Эхо времени. Вторая мировая война, Холокост и музыка памяти - Джереми Эйхлер
Шрифт:
Интервал:
Закладка:
Тогда Гроссман безотказно переработал текст, включив в него эпизоды, описывавшие реальные случаи героизма при спасении евреев их соседями-неевреями, и летом 1947 года, после череды осечек и отсрочек, русский текст “Черной книги” был отправлен в печать. Но когда типография уже приступила к работе, 20 августа – как раз в то самое время, когда в тысячах миль от СССР Арнольд Шёнберг, полный ярости, писал “Уцелевшего из Варшавы” в своей студии на Норт-Рокингем-авеню в Лос-Анджелесе, – сверху внезапно пришел приказ: остановить печать. Из-под станка успело выйти только тридцать три листа “Черной книги”[638].
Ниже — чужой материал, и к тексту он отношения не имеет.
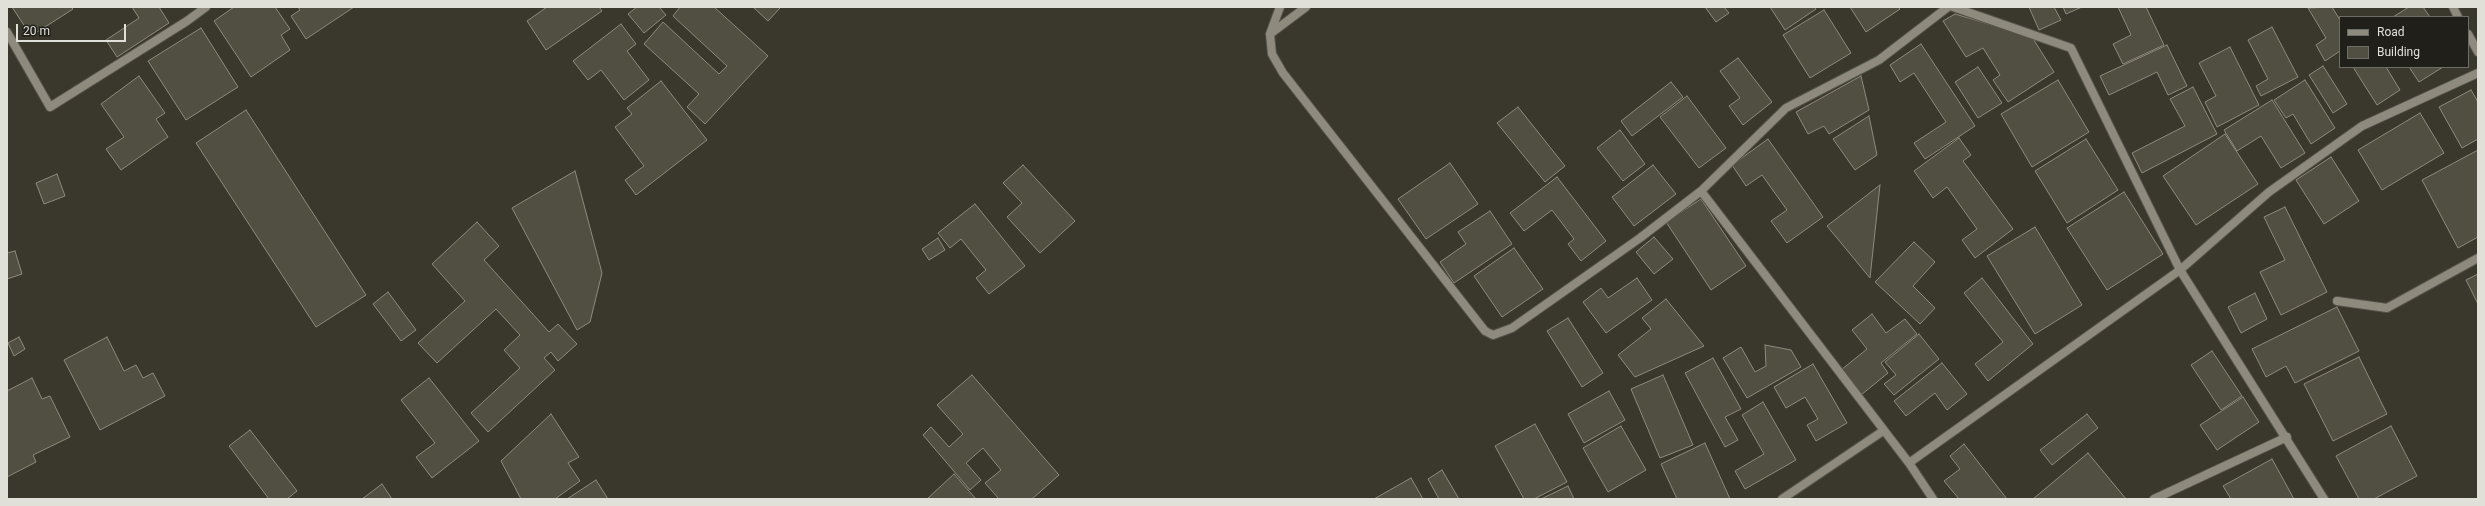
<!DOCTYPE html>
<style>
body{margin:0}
#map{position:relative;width:2485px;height:506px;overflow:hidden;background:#3a372c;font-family:Roboto,sans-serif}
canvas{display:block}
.frame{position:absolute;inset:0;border:8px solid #e0dfd8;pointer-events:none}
.legend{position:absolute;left:2339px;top:16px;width:130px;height:52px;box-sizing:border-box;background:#201f1a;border:1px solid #6d6c66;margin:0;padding:5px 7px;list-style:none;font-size:12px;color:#e0dfd8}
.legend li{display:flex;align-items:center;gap:8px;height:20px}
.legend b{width:20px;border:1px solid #6d6c66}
.scale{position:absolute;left:16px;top:24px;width:110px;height:18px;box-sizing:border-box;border:2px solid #e0dfd8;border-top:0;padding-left:5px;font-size:12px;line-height:14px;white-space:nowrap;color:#e0dfd8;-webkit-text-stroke:3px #201f1a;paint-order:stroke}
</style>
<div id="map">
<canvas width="2485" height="506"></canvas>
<div class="frame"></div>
<ul class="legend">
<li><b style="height:5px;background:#8e8b7e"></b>Road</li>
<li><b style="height:11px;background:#514e42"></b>Building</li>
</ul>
<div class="scale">20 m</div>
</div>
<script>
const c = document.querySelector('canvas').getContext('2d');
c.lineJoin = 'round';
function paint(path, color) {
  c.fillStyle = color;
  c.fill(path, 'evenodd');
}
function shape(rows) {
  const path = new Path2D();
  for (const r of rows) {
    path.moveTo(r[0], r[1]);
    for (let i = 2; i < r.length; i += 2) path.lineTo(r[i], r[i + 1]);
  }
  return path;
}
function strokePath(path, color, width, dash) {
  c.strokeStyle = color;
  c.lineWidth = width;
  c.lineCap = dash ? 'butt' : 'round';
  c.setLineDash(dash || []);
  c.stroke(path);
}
const building = shape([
 [12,7,71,7,73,9,31,36,12,7],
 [132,7,159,7,169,23,117,57,106,40,139,18,132,7],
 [234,7,275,7,290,29,281,35,290,50,251,77,214,21,234,7],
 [298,7,354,7,306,39,291,16,300,10,298,7],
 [547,7,599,7,602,11,546,50,527,21,547,7],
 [637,7,659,7,666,15,644,33,628,14,637,7],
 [680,7,714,7,768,56,705,124,687,107,699,94,644,44,663,22,719,74,727,66,673,16,680,7],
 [753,7,781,7,768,21,753,7],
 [1705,7,1724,7,1729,13,1716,22,1705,7],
 [1770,7,1815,7,1816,9,1785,30,1770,7],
 [1850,7,1898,7,1900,9,1866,32,1850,7],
 [2029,7,2054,7,2061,20,2039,30,2029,7],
 [2063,7,2082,7,2066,14,2063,7],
 [2118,7,2146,7,2164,45,2123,64,2113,44,2131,35,2118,7],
 [2332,7,2340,20,2340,51,2325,61,2316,45,2326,38,2308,8,2332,7],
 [2409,7,2423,7,2430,17,2393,17,2409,7],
 [1824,10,1851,53,1810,78,1783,35,1824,10],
 [1955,14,2032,37,2054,72,2008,102,1993,80,2000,75,1983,48,1966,57,1943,21,1955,14],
 [621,24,636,44,627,51,649,80,624,100,601,70,588,80,573,61,621,24],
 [2272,27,2298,77,2261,96,2256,86,2268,79,2248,40,2272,27],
 [201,28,238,87,186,120,148,61,201,28],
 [1921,44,1975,126,1925,159,1914,143,1946,122,1914,73,1900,82,1890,65,1921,44],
 [2167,45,2187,86,2168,95,2157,72,2109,95,2100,76,2167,45],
 [2230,47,2259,105,2217,127,2205,102,2216,96,2199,63,2230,47],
 [1738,58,1772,102,1743,125,1729,106,1740,98,1720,71,1738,58],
 [2323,66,2347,104,2333,113,2309,75,2323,66],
 [1978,67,2002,103,1978,118,1955,82,1978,67],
 [2353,67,2386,67,2400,90,2377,105,2353,67],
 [2409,67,2443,67,2419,82,2409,67],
 [139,76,165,113,156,119,168,137,121,170,106,149,124,137,101,104,139,76],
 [1861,76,1869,110,1829,134,1824,126,1808,134,1796,112,1861,76],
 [2058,80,2089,132,2032,167,2001,114,2058,80],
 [2305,80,2335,128,2311,144,2293,114,2286,118,2274,100,2305,80],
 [661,81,707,140,636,195,625,180,644,166,615,127,632,114,627,108,661,81],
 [1671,82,1683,97,1632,136,1621,121,1671,82],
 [2193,87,2217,134,2142,173,2132,153,2185,126,2170,99,2193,87],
 [2471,90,2478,102,2478,139,2462,148,2439,107,2471,90],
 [1687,96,1726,148,1699,168,1660,117,1687,96],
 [2272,100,2305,153,2281,168,2261,136,2237,151,2224,130,2272,100],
 [1518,107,1565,166,1545,182,1497,123,1518,107],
 [246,110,366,295,316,327,196,143,246,110],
 [2420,113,2444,153,2382,190,2358,150,2420,113],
 [1869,116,1877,155,1855,170,1833,139,1869,116],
 [1620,130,1645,164,1623,181,1597,148,1620,130],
 [2225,134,2258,184,2196,225,2163,176,2225,134],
 [1959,138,1971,155,1963,161,2013,229,1975,258,1962,240,1977,229,1947,187,1933,198,1914,171,1959,138],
 [1768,139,1823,217,1787,243,1771,221,1787,210,1762,175,1746,186,1732,165,1768,139],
 [2086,139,2118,190,2067,223,2035,171,2086,139],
 [2478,150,2478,237,2458,248,2422,180,2478,150],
 [2331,157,2359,201,2324,224,2296,180,2331,157],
 [1450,163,1478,204,1426,239,1398,199,1450,163],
 [1023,165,1075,221,1040,253,1007,217,1022,203,1003,183,1023,165],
 [1653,165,1676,194,1634,226,1612,197,1653,165],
 [575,171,602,273,590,322,577,330,512,208,575,171],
 [57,174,65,196,44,204,36,183,57,174],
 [1557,177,1606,241,1581,261,1568,244,1574,239,1552,210,1524,231,1510,213,1557,177],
 [1880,185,1870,278,1827,226,1880,185],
 [2124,192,2163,254,2107,290,2067,228,2124,192],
 [1701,199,1746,266,1711,290,1666,222,1701,199],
 [975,204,1025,266,989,294,976,278,986,270,961,239,950,248,938,233,975,204],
 [2285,207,2327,292,2281,315,2260,272,2285,260,2264,217,2285,207],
 [1490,211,1512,244,1454,283,1440,262,1466,244,1458,232,1490,211],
 [477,222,499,246,484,260,549,332,558,324,577,344,558,361,551,352,544,358,555,370,488,432,471,413,520,368,504,350,520,335,496,309,437,363,418,343,465,301,432,264,477,222],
 [2035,227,2082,305,2035,334,1987,256,2035,227],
 [1654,237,1673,259,1654,274,1636,252,1654,237],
 [938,238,945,250,929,260,922,249,938,238],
 [1914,242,1935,262,1913,286,1935,308,1920,324,1875,282,1914,242],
 [1514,248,1543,289,1502,317,1474,276,1514,248],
 [15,251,22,274,7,279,7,253,15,251],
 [2478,274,2478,304,2466,280,2478,274],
 [1637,278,1652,300,1606,333,1583,302,1601,288,1608,298,1637,278],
 [1982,278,2033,344,1988,381,1975,364,2003,342,1964,293,1982,278],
 [388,292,416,330,401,341,373,304,388,292],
 [2255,293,2267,319,2241,333,2228,307,2255,293],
 [1666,299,1704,346,1635,377,1618,355,1651,329,1642,318,1666,299],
 [2337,307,2359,351,2295,383,2286,366,2266,377,2252,349,2337,307],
 [1872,314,1886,333,1905,319,1917,334,1881,363,1888,373,1861,395,1841,370,1867,349,1852,330,1872,314],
 [1568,318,1603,373,1582,387,1547,331,1568,318],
 [1919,334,1939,359,1894,395,1884,384,1896,375,1885,362,1919,334],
 [19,337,25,349,14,356,8,343,19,337],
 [107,337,124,371,136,365,143,378,153,373,165,396,100,430,64,360,107,337],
 [1765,345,1791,350,1801,367,1747,398,1723,358,1741,347,1755,372,1766,366,1765,345],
 [2212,351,2242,396,2221,410,2191,365,2212,351],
 [2359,357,2387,414,2333,441,2304,384,2359,357],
 [1713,358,1741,409,1725,417,1738,440,1725,447,1685,373,1713,358],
 [1942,363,1967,394,1947,410,1935,393,1906,416,1894,401,1942,363],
 [1813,364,1847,423,1816,441,1807,425,1818,419,1805,397,1786,408,1774,387,1813,364],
 [972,375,1059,475,1032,499,999,499,985,483,1001,470,983,448,966,463,981,480,970,490,923,435,931,427,949,447,963,434,937,405,972,375],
 [1663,375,1693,445,1660,458,1631,389,1663,375],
 [32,378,42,399,50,396,70,437,33,455,36,462,7,477,7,391,32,378],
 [429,378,479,441,432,478,416,457,435,443,401,400,429,378],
 [1609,391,1625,420,1584,443,1568,414,1609,391],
 [2243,397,2259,422,2217,450,2200,425,2243,397],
 [1763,402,1796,460,1745,489,1735,471,1764,454,1742,415,1763,402],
 [551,414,579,457,568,463,580,481,555,499,521,499,501,461,551,414],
 [2087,414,2098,428,2052,465,2040,450,2087,414],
 [1535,424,1567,482,1534,499,1524,499,1495,446,1535,424],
 [1621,426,1646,470,1608,492,1583,448,1621,426],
 [2391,426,2417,476,2374,499,2359,499,2336,456,2391,426],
 [250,430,297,491,287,499,269,499,229,446,250,430],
 [1705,443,1730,499,1677,499,1661,464,1705,443],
 [1964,444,2007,499,1959,499,1944,481,1960,469,1950,456,1964,444],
 [2088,453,2126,499,2033,499,2088,453],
 [2272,459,2294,499,2231,499,2223,486,2272,459],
 [1442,470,1459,499,1439,499,1428,479,1442,470],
 [954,474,976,499,927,499,954,474],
 [1411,478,1423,499,1374,499,1411,478],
 [596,480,608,499,567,499,596,480],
 [382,484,392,499,362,499,382,484],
 [1568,486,1574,499,1541,499,1568,486]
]);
const service = shape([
 [7,32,50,107,187,21,206,7]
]);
const minor = shape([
 [1280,7,1270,34,1272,54,1283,73,1485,331,1493,335,1512,328,1640,238,1701,191,1786,108,1879,60,1948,7],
 [1953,7,2071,48,2180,270,2324,499],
 [2453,7,2458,17],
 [1270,34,1306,7],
 [2468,34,2478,52],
 [1701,191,1909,463,1933,499],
 [2337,301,2387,308,2478,258],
 [1909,463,2180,270,2269,192,2362,126,2478,73],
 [1782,499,1883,431],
 [2154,499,2287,437]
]);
paint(building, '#514e42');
strokePath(building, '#8e8b7e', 1);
strokePath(service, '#56554b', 10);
strokePath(minor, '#56554b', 10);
strokePath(service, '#8e8b7e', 8);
strokePath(minor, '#8e8b7e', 8);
</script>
Михоэлс, надеясь обжаловать это решение, написал члену Политбюро Андрею Жданову, что книга “не потеряла своей политической актуальности и в настоящий момент” и что она могла бы стать важнейшим документом контрпропаганды в борьбе против реакционных сил[639]. Но все было напрасно. Окончательный вердикт был вынесен в октябре 1947 года: “Черная книга” содержит “серьезные политические ошибки”, среди которых – стремление отделить страдания евреев от общей трагедии советского народа. Кроме того, отмечалось, что, так как в “Черной книге” на первый план были вынесены расправы с евреями, читатель мог бы сделать ложный вывод о том, что в идеологии фашизма главную роль играл антисемитизм. А этого, согласно строго выверенному социалистическому учению, быть не могло. С точки зрения марксизма-ленинизма фашизм являл собой заключительную стадию капитализма. Вывод делался следующий: евреев в ходе Второй мировой войны убивали только потому, что убивали советских людей вообще[640]. Тогда появилось выражение: “Не разделяйте мертвых!” Те тридцать три листа так и остались единственными страницами “Черной книги”, напечатанными в Советском Союзе при жизни Эренбурга и Гроссмана. Эти листы гнили на складе, а в 1948 году их уничтожили вместе с гранками и печатными формами[641].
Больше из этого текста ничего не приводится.